Mitterrand et ses ombres

A u terme de son second septennat, François Mitterrand se confie à une reporter. Il lève le voile sur trois affaires auxquelles il a été mêlé dans les années 1950. D’abord une fuite de documents, ensuite un attentat à la roquette, puis une machination faisant croire qu’il a été victime d’une tentative d’assassinat. Sur fond de tensions géopolitiques en Indochine et en Algérie, la magouille atteint des sommets.

Patrick Rotman relate le crépuscule de la Quatrième République, vues à travers le prisme d’un ministre ambitieux. Le livre se présente sous la forme de confessions, mais l’allure générale est celle d’un polar fait de sorties nocturnes, de rencontres clandestines, de complots, de notes confidentielles, de trahisons et de maîtresses. Le biographe insiste d’ailleurs sur les innombrables liaisons extraconjugales du futur chef d’État, comme s’il voulait rappeler que l’infidélité se nourrit, elle aussi, de mensonge et de manipulation.

Le scénariste fait dire à celui qui est mort en 1996 que l’information ne pourra être publiée que vingt-cinq ans après son décès. Le lecteur de Mitterrand et ses ombres a ainsi l’impression d’avoir accès à des révélations jusque là inédites. De nombreuses personnalités publiques étant nommées et incriminées, la démonstration a du reste toutes les caractéristiques d’un travail journalistique rigoureux. Mais est-ce le cas ? L’auteur laisse le bédéphile se débrouiller avec le récit, sans lui indiquer quels éléments sont avérés, les actes qui demeurent hypothétiques et ceux relevant de la fiction. Par ailleurs, les personnages se multipliant, il aurait été utile de proposer de courtes biographies afin qu’il s’y retrouve un peu plus facilement.
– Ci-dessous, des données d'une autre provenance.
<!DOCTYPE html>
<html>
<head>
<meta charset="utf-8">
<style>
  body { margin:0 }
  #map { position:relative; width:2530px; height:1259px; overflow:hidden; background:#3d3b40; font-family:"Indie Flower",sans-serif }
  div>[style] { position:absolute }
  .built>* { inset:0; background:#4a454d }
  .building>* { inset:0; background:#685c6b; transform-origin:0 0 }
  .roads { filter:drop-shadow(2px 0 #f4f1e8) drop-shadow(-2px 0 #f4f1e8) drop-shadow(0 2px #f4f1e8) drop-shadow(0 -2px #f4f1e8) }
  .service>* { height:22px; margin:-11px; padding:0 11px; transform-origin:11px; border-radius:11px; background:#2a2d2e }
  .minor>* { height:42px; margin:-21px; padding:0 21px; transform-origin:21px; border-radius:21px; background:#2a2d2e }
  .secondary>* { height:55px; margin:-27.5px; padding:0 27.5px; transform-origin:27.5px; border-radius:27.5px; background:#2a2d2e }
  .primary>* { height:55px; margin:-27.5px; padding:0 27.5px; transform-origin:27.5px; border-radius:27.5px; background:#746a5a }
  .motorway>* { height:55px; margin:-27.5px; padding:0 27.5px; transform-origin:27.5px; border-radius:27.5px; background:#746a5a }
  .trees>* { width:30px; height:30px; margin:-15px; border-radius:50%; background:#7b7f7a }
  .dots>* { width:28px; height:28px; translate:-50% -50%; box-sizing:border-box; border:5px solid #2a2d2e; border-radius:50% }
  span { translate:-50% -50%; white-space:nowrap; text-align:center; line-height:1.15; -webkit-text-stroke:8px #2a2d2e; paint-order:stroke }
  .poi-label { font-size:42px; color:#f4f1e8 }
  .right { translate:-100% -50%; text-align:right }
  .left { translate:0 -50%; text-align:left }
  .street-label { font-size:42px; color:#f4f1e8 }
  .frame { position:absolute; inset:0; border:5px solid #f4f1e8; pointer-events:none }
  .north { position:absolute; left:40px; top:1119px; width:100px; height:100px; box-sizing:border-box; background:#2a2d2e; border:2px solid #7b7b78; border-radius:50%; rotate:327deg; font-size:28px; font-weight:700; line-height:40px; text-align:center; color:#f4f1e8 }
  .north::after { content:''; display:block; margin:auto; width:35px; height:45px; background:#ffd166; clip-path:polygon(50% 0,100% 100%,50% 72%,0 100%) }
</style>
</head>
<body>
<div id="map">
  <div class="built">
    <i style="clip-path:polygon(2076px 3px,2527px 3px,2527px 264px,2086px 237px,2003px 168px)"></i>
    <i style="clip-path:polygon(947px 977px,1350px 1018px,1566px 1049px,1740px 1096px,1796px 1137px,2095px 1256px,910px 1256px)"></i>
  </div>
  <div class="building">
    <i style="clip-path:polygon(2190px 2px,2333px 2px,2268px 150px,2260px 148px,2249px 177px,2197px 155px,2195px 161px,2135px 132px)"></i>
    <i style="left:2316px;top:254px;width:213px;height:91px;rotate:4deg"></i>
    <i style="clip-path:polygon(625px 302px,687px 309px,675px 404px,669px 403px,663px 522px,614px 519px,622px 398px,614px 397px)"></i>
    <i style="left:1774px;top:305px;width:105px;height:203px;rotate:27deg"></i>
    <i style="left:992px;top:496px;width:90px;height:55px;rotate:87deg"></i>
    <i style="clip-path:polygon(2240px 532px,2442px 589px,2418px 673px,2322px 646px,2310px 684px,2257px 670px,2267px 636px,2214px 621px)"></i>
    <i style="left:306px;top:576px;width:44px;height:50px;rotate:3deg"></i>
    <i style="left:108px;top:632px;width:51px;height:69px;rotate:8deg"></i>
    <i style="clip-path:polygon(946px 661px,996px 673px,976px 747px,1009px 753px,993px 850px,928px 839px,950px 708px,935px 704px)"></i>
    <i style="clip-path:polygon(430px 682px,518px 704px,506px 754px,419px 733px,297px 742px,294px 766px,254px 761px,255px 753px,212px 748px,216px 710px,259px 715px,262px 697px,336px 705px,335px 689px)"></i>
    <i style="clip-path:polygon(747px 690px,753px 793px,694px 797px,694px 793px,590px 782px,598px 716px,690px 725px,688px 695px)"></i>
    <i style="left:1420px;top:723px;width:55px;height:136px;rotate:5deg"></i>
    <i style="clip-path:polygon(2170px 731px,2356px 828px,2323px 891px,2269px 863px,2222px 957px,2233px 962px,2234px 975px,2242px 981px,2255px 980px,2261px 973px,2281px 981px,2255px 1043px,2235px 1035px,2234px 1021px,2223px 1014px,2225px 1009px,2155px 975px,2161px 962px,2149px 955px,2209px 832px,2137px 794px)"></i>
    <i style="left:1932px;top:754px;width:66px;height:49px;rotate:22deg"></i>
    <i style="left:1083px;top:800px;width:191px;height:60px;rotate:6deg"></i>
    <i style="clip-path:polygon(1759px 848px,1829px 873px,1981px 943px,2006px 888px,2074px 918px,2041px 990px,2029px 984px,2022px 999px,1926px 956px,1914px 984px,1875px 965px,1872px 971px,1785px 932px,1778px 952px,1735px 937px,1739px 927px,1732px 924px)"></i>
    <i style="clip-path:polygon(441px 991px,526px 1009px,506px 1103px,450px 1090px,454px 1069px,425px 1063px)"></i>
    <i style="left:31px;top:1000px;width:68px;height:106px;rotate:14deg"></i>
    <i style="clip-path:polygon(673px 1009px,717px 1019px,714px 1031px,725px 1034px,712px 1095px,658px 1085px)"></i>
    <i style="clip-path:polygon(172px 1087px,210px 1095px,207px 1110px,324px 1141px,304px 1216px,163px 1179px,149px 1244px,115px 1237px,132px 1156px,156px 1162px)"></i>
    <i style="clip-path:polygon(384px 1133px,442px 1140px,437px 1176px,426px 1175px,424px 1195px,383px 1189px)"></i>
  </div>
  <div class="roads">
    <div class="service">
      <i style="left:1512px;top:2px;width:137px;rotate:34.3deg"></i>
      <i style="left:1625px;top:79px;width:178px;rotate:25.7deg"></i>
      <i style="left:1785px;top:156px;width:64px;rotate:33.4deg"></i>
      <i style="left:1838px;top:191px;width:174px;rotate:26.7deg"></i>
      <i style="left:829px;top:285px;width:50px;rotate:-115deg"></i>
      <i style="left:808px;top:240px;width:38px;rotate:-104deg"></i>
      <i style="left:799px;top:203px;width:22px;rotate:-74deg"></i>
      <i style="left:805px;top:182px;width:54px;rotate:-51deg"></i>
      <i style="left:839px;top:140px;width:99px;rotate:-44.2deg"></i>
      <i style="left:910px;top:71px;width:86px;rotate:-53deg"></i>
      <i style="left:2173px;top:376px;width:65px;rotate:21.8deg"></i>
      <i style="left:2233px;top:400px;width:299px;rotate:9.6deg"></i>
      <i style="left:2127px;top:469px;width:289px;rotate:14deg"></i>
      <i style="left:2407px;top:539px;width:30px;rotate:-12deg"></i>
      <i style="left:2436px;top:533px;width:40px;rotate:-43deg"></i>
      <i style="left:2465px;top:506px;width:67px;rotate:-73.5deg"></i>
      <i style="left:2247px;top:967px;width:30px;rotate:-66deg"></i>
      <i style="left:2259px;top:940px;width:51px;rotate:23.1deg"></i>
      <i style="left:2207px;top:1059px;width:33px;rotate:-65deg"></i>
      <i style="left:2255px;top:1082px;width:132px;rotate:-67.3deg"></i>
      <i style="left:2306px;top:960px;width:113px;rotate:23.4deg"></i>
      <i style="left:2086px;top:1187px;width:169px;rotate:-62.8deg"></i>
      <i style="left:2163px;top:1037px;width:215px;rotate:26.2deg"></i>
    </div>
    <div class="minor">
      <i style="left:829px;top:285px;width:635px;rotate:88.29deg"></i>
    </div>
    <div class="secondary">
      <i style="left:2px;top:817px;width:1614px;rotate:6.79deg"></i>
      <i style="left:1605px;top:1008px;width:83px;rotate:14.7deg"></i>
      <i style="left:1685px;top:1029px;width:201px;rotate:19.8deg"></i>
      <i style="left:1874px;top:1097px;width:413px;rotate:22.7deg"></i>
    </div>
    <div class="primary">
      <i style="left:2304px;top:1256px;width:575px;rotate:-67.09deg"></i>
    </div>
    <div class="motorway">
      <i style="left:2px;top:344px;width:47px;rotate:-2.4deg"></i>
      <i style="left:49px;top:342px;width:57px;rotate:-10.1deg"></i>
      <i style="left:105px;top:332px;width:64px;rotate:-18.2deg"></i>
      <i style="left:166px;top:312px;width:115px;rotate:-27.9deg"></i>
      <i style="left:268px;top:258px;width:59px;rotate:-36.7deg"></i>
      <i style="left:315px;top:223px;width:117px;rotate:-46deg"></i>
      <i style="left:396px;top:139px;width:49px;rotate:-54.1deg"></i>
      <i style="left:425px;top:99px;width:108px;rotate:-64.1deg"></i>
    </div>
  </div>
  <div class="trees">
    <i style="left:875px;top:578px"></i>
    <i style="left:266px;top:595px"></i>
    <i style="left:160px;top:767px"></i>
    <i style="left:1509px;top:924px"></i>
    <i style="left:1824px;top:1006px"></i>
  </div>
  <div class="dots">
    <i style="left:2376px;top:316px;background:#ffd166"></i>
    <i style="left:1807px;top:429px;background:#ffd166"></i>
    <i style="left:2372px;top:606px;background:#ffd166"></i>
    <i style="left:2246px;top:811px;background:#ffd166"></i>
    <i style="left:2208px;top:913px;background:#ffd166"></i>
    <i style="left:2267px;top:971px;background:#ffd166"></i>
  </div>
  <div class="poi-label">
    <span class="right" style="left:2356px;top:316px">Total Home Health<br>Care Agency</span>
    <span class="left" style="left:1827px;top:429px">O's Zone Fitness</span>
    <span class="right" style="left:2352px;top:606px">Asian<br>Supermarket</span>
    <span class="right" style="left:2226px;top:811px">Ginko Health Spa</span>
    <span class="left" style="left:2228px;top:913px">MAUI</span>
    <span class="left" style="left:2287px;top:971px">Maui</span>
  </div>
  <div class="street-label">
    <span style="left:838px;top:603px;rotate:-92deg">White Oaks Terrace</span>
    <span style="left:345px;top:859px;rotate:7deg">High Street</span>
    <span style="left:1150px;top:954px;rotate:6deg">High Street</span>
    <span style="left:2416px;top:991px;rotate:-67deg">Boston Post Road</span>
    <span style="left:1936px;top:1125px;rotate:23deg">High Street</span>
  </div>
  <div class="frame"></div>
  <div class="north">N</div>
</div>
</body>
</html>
Le dessin réaliste de Jeanne Puchol convient bien à ce reportage. Dans ce projet reposant sur les dialogues, elle se révèle particulièrement habile à dessiner les visages de ses comédiens qui jouent tous très juste. Son souci du détail dans la reproduction des lieux et de l’époque est également apprécié.

Un thriller politique réussi, même si des zones d’ombres persistent.